An homage to Medal of Honor winner Robert L. Howard, who died with no fanfare last year, but was an American warrior, first, last and always.

A few days ago, I did a silly little post called “man caused disaster,” in which I intimated that we, the American voters (not all of us, but a majority), created a “man caused disaster” in the form of . . . well, check it out here.  Mike, a fellow Watcher’s Council member who blogs at The Provocateur, liked what I did, but thought I stopped too soon.  He therefore ran with the idea (which is, as you know, one of the great things about the blogging community), and came up with this.

Lastly, Bob Etheridge, who looks like Lurch after a bad, boozy night, has suddenly gone from being the clear favorite to being the “hanging in there by his fingertips” candidate.  What’s really great about all this is that his opponent, a Tea Party nurse named Renee Ellmers is worthy on her own terms to go to the House.  She just needed a little traction, and Etheridge’s assault gave her the media presence she needed.  You can read an interview with her here, at Right Wing News.

I just want to say one other thing, which sounds shallow and frivolous, but can also be scary or uplifting, depending on how you view it:  In our modern age, things change with incredible speed.  There.  I’ve said it.  It’s obvious, but it’s also important.

As I mentioned the other day, while I was reviewing my old blog posts it became clear to me that the extremism that is Climate Change, a hysterical approach to our climate that managed to move apocalyptic climate fears from the fringe to the center, was only coming into being in 2006.  Climate Change concerns existed before, but they didn’t dominate political and social discourse.

By the beginning of 2009, a mere three years later, every Leftist government in the world (including Obama’s) was using Climate Change hysteria to force vast economic changes on the world, and the masses were in a panic of Armageddon-like proportions.  By the end of 2009, however, that house of cards was collapsing, destroyed by truth and a bad economy.  It was a short, intensive, painful run, but it seems to be over.

The same holds true for anti-Israel animus (or at least I hope so).  The open letter from Spain’s former prime minister warning the world against abandoning Israel reflects the mindset of a leader who left office only six years ago.  In 2006, despite gross media malfeasance, the American public supported Israel during the Hezbollah war.  Up until January 19, 2009, America had a fiercely pro-Israel president.

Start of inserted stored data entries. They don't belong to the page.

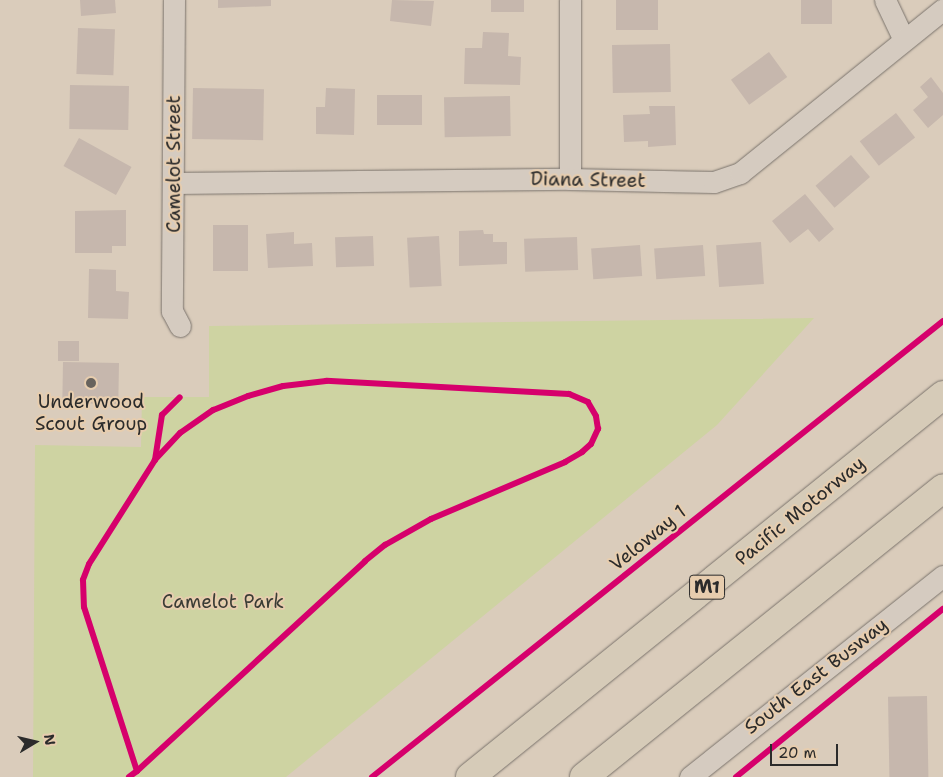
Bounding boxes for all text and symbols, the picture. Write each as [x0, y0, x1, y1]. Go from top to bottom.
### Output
street label: Camelot Street [163, 95, 185, 233]
street label: Diana Street [530, 168, 646, 192]
marker: Underwood Scout Group [85, 377, 97, 389]
place label: Underwood Scout Group [35, 391, 147, 435]
street label: Pacific Motorway [730, 452, 870, 570]
street label: Veloway 1 [605, 500, 691, 576]
road number: M1 [688, 572, 726, 602]
park label: Camelot Park [162, 591, 284, 613]
street label: South East Busway [740, 613, 892, 739]
north arrow [10, 717, 60, 767]
text: N [40, 733, 60, 747]
scale bar [773, 734, 840, 766]
text: 20 m [778, 743, 817, 763]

In other words, the dramatic and active hostility towards Israel (as opposed to the passive disdain that’s been building on the Left for years), is a fairly recent phenomenon, and that’s despite the fact that it seems, at an emotional level, to have been around forever.  If Israel is unlucky, much badness will happen to her in the near future.  However, if she is lucky, this cycle will collapse as quickly as the Climate Change hysteria faded away.  People have short memories and, if something happens to slow or, better, destroy the momentum of a false ideology, that’s the end of it.